If there was one thing that Zahlia could never quite be sure around, it was her mother. The woman had a direct line to all of her daughter’s worst insecurities and yet she was also the woman that raised Zahlia. She sat herself on the cushions lining the floor, near a cloth, on which their food was laid. “How have you been, Mother?” she asked.

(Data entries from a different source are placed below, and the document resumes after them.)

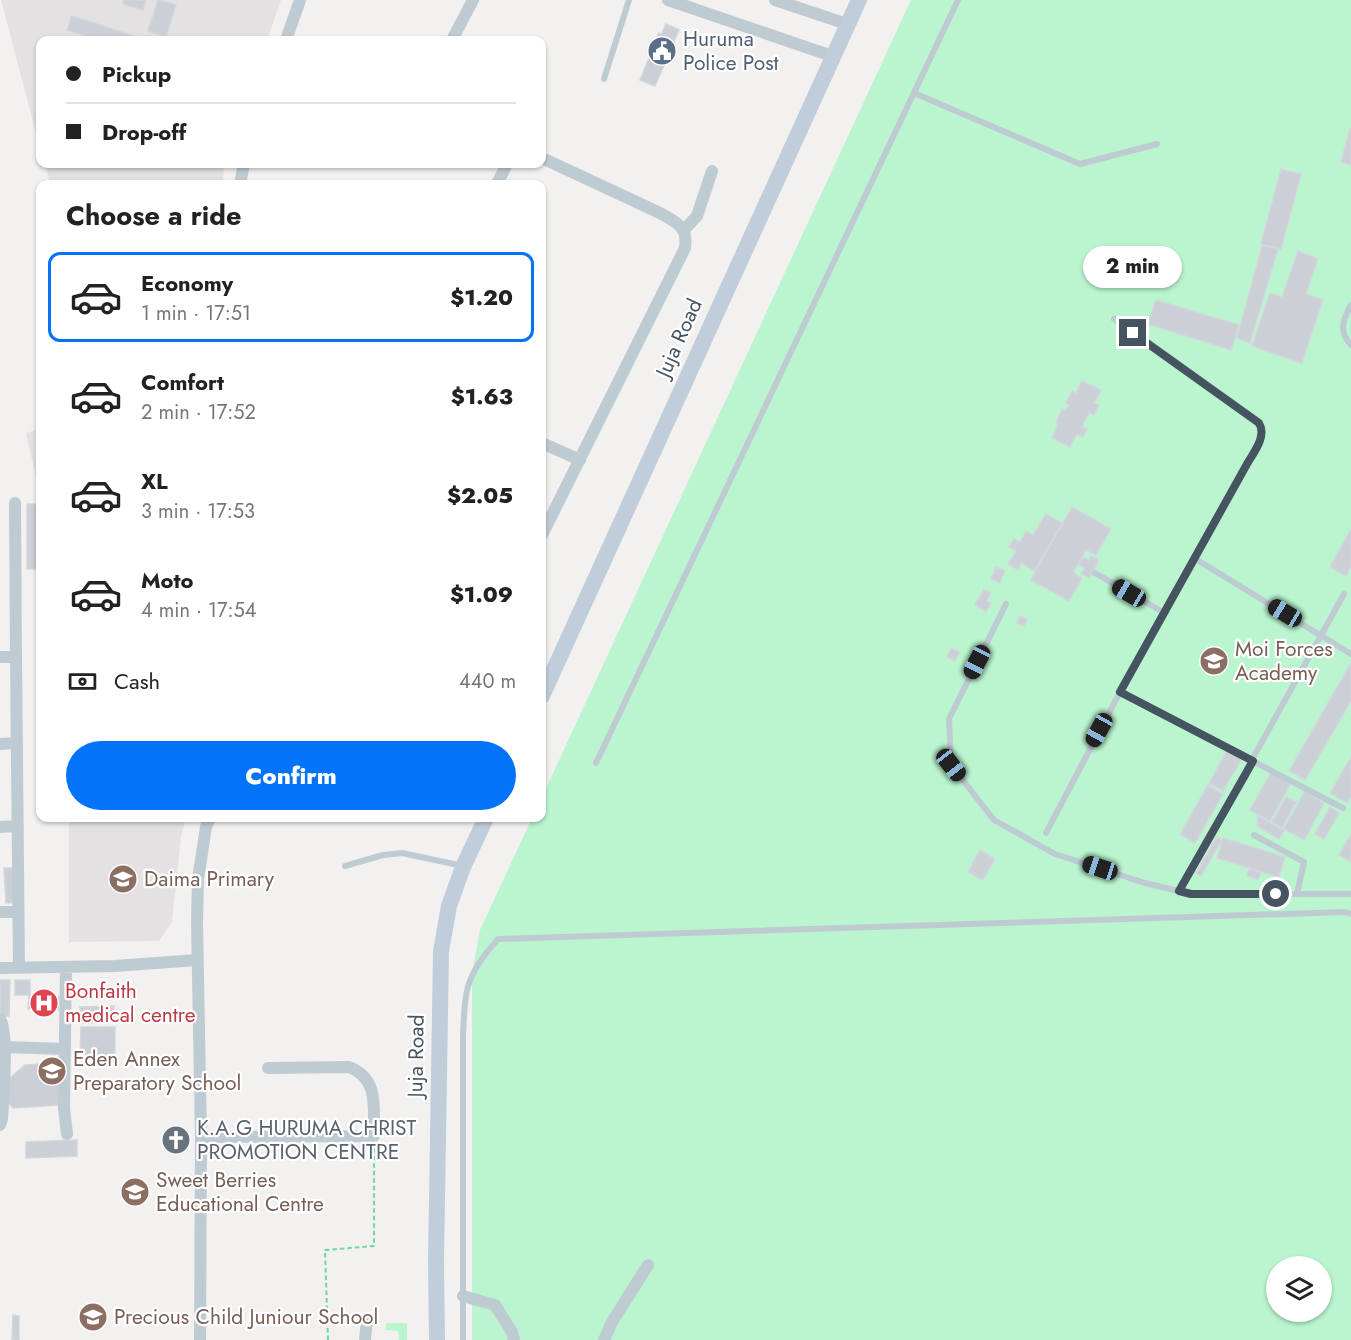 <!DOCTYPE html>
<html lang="en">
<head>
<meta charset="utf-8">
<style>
  body { margin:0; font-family:Jost,sans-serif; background:#f2f2f2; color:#222; height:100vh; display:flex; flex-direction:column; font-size:22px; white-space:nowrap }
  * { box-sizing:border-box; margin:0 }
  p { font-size:20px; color:#767676 }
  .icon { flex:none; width:33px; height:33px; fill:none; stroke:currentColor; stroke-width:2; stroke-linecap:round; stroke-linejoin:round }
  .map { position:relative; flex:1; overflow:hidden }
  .panel { position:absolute; left:36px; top:180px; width:510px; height:642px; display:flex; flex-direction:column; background:#fff; border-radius:12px; box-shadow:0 2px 4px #0004 }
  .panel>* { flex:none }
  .top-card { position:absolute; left:36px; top:36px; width:510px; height:132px; border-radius:12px; box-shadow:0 2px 4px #0004; display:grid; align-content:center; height:132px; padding:0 30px; background:#fff }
  .fabs { position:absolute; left:1266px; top:1256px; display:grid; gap:12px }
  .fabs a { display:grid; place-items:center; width:66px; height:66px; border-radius:50%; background:#fff; box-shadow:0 2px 4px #0004; font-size:30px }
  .end { position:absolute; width:27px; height:27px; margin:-14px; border:8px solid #455460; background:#fff; box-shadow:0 0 0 3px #fff }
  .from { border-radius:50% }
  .bubble { position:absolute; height:42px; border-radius:21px; background:#fff; box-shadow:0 2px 4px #0004; font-size:20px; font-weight:800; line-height:42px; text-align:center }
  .car { position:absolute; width:18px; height:36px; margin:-18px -9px; border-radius:8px; box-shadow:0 0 4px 2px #0007; background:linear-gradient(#222 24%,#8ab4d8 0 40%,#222 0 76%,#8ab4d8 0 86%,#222 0) }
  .top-card b { display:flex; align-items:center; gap:21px; height:57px; font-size:22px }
  .top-card b+b { border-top:2px solid #e0e0e0 }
  .top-card i { width:15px; height:15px; background:#222 }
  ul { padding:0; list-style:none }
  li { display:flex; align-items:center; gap:18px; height:90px; margin:0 12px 9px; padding:0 18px; border:3px solid transparent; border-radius:12px }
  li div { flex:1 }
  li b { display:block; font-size:22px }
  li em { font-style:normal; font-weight:800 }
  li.active { border-color:#0374f9 }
  li>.icon { width:54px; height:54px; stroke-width:1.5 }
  h2 { padding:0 30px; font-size:27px; line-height:72px }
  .pay { display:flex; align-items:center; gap:15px; height:66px; padding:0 30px; font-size:22px }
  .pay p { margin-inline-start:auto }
  .action { display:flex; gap:12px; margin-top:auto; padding:12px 30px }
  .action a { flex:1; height:69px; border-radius:36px; background:#0374f9; color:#fff; font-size:24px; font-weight:800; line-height:69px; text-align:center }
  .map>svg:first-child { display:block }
  .education { fill:#e4e1e2 }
  .green { fill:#baf5cf; fill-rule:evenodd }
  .building { fill:#cbcfd6; stroke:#d3d6dc; stroke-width:1.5 }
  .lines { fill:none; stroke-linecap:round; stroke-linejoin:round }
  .path { stroke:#6dd7a1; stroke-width:2; stroke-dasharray:4.5 3; stroke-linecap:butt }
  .service { stroke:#bfcbd3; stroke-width:6 }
  .minor { stroke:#bfcbd3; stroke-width:12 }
  .secondary { stroke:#c0cedb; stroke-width:16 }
  .route { stroke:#455460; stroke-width:8 }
  .labels { text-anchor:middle; stroke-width:4.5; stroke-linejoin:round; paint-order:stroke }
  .service-label { font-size:21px; fill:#4e5e75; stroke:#fff; text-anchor:start }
  .street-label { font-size:21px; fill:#455460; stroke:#fff }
  .education-label { font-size:21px; fill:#785e54; stroke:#fff; text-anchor:start }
  .health-label { font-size:21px; fill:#be3a42; stroke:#fff; text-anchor:start }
  .worship-label { font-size:21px; fill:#5b616d; stroke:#fff; text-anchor:start }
</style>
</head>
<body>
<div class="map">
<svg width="1351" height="1340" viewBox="0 0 1351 1340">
  <rect width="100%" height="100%" fill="#f3f0f0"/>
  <path class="education" d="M1 0H281L267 40H40V148Z
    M45 164H224L223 184H50Z
    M40 429V477H36L26 433Z
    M69 818H186L181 836 172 922 159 941 69 942Z"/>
  <path class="green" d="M911 0H1351V1340H472V974L480 930 532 818H542V797ZM1276 1266H1322V1311H1276Z
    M386 1323H407V1340H399L398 1331 386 1330Z"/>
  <path class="building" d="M124 0H146L143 10 123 4Z
    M158 0 176 5 166 37 148 31Z
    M72 16 146 40H98L67 30Z
    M666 24 679 30 655 86 640 80 659 33 661 35Z
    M1350 129H1351V165L1341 162Z
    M1281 169 1301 174 1281 249 1261 244Z
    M1262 246 1278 249 1250 343 1237 338Z
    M1298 251 1318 259 1306 294 1323 300 1302 363 1252 346 1270 293 1282 297Z
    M1156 300 1239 325 1231 350 1148 324Z
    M1082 381 1101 390 1094 403 1099 405 1094 415 1089 413 1082 427 1087 429 1083 437 1077 434 1070 447 1052 438 1058 424 1056 423 1062 409 1066 411 1069 405 1066 403 1072 391 1076 393Z
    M27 504H40V569H27Z
    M1072 507 1111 529 1096 555 1086 550 1073 572 1082 578 1069 601 1031 580Z
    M1046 514 1062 523 1034 571 1022 563 1018 570 1008 564 1016 551 1009 547 1014 539 1020 542 1026 531 1033 535Z
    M1351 529V566L1346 576 1330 567Z
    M1091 556 1099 560 1089 578 1081 574 1084 568 1079 565 1083 557 1089 560Z
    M996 567 1005 571 1000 583 991 579Z
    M984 589 991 593 987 601 991 603 986 612 975 605Z
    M1020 616 1027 619 1024 626 1017 623Z
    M951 648 960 652 955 661 947 657Z
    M1351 663V701L1305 780 1289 771Z
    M1228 749 1242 758 1223 791 1209 783Z
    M1351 757V797L1347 803 1330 793Z
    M1271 772 1291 783 1270 821 1250 810Z
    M1208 785 1223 794 1195 843 1180 834Z
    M1305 791 1324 803 1304 840 1284 829Z
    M1286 797 1296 802 1282 828 1272 822Z
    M1330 807 1339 813 1324 839 1315 834Z
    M1258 816 1284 831 1279 839 1257 826Z
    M1351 834V862L1339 855Z
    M1217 837 1222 840 1201 876 1196 873Z
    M1223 838 1285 857 1279 877 1217 858Z
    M980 850 995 859 983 880 968 872Z
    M4 868H15L17 902 6 903Z
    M1249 869 1261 873 1258 879 1247 876Z
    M0 980H10L9 1016H0Z
    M15 980H30V995H15Z
    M29 996 59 997 58 1010 28 1009Z
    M114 1006V1022L80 1023V1007Z
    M81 1027H115V1059L80 1058Z
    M58 1063 60 1105 13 1108 5 1099 10 1078 25 1065Z
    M77 1140V1156L26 1158V1142Z
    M13 1315 19 1316V1340H12Z"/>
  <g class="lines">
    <path class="path" d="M328 1340 325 1250 374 1246V1148"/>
    <path class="service" d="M604 79 629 0
      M914 93 1080 164 1157 144
      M1351 305C1343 320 1338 331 1351 345
      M1194 558 1351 654
      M1095 573 1163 612
      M1006 604 949 719 951 765 994 820 1055 854 1145 883 1191 894H1351
      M1120 692 1343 808
      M596 763 958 0
      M1046 833 1120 692 1262 436 1263 429 1259 423 1114 319
      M1254 835 1304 862 1297 894
      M345 866 383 855 402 853 463 866
      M1179 891 1344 594
      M463 1340V1037C465 989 465 976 498 939L1345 912 1351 914"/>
    <path class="minor" d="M668 0 832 56
      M775 0 847 24
      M286 40 300 0
      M452 40 473 0
      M542 158 660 213C677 223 688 226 685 248L542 535
      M240 184 244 164
      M497 184 507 164
      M684 230 697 216 712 171
      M542 443 580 460
      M0 657H16L15 503
      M16 657 19 968
      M0 744 17 743
      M0 827 18 826
      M0 912H17
      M66 967 64 1108 67 1134
      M0 968 115 966 197 960
      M0 1019C9 1032 3 1100 2 1119L0 1125
      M4 1047 65 1049
      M201 1137 374 1136C373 1108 380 1079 349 1067L268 1068
      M463 1296 495 1305 512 1332 514 1340
      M200 1340 201 1137 197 922 198 879 206 827 210 818
      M365 1340 367 1319
      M604 1340 612 1322 648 1265"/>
    <path class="secondary" d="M542 696 859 0
      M437 1340 436 1262 441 951 449 906 463 867 486 818"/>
  </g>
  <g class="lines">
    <path class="route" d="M1133 333 1259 423C1267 436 1254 452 1247 464L1120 692 1253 761 1179 891 1191 894H1276"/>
  </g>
  <defs>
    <g id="civic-disc" transform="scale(1.5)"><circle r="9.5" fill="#5c6f8a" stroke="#fff"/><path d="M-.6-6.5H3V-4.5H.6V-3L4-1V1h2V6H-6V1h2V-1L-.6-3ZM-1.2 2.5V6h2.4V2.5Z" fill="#fff"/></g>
    <g id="school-disc" transform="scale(1.5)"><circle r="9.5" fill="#8d6e63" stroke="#fff"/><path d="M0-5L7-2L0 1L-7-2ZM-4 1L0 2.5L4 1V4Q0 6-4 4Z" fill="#fff"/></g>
    <g id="hospital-disc" transform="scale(1.5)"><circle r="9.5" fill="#e0444e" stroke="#fff"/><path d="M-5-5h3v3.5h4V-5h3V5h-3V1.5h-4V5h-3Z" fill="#fff"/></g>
    <g id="church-disc" transform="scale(1.5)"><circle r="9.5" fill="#6b7280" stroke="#fff"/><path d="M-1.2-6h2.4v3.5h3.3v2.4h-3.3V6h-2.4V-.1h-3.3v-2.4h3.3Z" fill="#fff"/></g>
  </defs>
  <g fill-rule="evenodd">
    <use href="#civic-disc" x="662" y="51"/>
    <use href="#school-disc" x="1214" y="661"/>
    <use href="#school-disc" x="123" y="879"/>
    <use href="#hospital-disc" x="44" y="1003"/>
    <use href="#school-disc" x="52" y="1071"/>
    <use href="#church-disc" x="176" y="1140"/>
    <use href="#school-disc" x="135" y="1192"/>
    <use href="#school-disc" x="93" y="1317"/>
  </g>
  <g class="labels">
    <g class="service-label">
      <text x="683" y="46">Huruma<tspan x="683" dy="24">Police Post</tspan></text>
    </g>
    <g class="street-label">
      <text transform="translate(679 338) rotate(-66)" y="7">Juja Road</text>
      <text transform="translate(416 1056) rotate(-89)" y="7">Juja Road</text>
    </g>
    <g class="education-label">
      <text x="1235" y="656">Moi Forces<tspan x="1235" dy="24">Academy</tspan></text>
      <text x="144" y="886">Daima Primary</text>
      <text x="73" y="1066">Eden Annex<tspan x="73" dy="24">Preparatory School</tspan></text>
      <text x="156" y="1187">Sweet Berries<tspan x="156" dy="24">Educational Centre</tspan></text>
      <text x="114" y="1324">Precious Child Juniour School</text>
    </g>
    <g class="health-label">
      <text x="65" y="998">Bonfaith<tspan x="65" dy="24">medical centre</tspan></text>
    </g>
    <g class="worship-label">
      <text x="197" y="1135">K.A.G HURUMA CHRIST<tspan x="197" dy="24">PROMOTION CENTRE</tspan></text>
    </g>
  </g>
</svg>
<div class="fabs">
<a><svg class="icon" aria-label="layers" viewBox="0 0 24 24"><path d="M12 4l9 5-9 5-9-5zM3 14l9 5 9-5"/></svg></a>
</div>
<i class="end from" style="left:1276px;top:894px"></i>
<i class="end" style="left:1133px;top:333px"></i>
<div class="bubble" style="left:1083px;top:246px;width:99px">2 min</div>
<i class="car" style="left:1129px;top:593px;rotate:300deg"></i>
<i class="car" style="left:1285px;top:613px;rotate:301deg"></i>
<i class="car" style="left:977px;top:662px;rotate:207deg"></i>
<i class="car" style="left:1099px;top:730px;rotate:209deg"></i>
<i class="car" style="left:951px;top:765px;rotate:142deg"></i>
<i class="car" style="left:1100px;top:868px;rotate:288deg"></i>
<div class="top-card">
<b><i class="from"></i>Pickup</b>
<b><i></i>Drop-off</b>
</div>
<section class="panel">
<h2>Choose a ride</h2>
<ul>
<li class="active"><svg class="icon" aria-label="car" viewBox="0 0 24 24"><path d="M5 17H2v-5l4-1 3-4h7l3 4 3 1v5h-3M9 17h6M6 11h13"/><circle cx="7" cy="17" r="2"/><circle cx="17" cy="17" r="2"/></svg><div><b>Economy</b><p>1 min · 17:51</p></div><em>$1.20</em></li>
<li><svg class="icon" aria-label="car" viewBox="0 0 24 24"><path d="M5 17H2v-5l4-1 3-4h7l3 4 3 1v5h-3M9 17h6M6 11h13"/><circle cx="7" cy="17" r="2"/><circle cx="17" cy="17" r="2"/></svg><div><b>Comfort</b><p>2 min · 17:52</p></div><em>$1.63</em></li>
<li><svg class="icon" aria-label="car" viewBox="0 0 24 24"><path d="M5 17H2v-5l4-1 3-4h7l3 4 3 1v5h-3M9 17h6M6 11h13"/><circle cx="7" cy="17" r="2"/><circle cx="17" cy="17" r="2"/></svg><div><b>XL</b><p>3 min · 17:53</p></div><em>$2.05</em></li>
<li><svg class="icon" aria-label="car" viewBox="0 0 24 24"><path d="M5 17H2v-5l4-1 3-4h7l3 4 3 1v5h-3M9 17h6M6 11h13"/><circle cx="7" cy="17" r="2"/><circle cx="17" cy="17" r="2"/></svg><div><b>Moto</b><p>4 min · 17:54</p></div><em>$1.09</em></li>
</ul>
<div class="pay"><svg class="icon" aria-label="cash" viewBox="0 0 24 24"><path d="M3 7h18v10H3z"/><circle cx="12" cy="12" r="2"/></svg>Cash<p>440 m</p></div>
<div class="action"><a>Confirm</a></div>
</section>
</div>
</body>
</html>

“I’ve been well.” Zahlia’s mother was a woman named Zoraida, and she was quite a ways up in age. Her hair was greying and her skin was wrinkled, leather hide. Her head, neatly wrapped in a scarf, hung low, she had her eyes only on the ground in front of her. Yet, at the same time, Zoraida had the quiet contemplation of a woman always thinking. Pulled in by the thoughts that Zahlia could never hope to understand.

“Your stories… Are you collecting them well?” Zoraida’s eyes slowly drifted from the ground, to her daughter’s face. Glazed over eyes dug into a tired expression like soldiers digging trenches. Zahlia shuddered.

“They’ve been collecting fine.” Zahlia’s voice wavered. She frowned. “Aren’t you going to ask it?”

“Ask what?”

“You... The things you always bug me over,” Zahlia insisted. “Marriage. Children. All those horrible things.”

Zoraida chuckled. “Horrible things? You’re still far too lapped up in your need for travel if you think those are horrible things.” Zoraida slowly reached for the nearest bowl of rice. She momentarily considered taking hold of a spoon, but thought better of it, and simply took the plain food into her hand.

“There’s more to life than writing down the lives of other people. How are you going to live without any joy of your own? No children or husband... Your father already died, and I won’t live forever,” she said.

“I could lose my children, like those old men and women did in the collapse.”

“How likely would that be, now that the world is so much quieter than it was before?”

“They didn’t think it was likely back then either.” Zahlia inhaled sharply. “And my words will be remembered. The old world will be preserved. I’m going to fulfil myself and accomplish more than any of the women who settle for a fat, balding man and children who squeal like pigs to the slaughter.”

“Don’t look down on those women. After all, they can be quite happy even without a vial of poison for the lips of everyone they speak with.”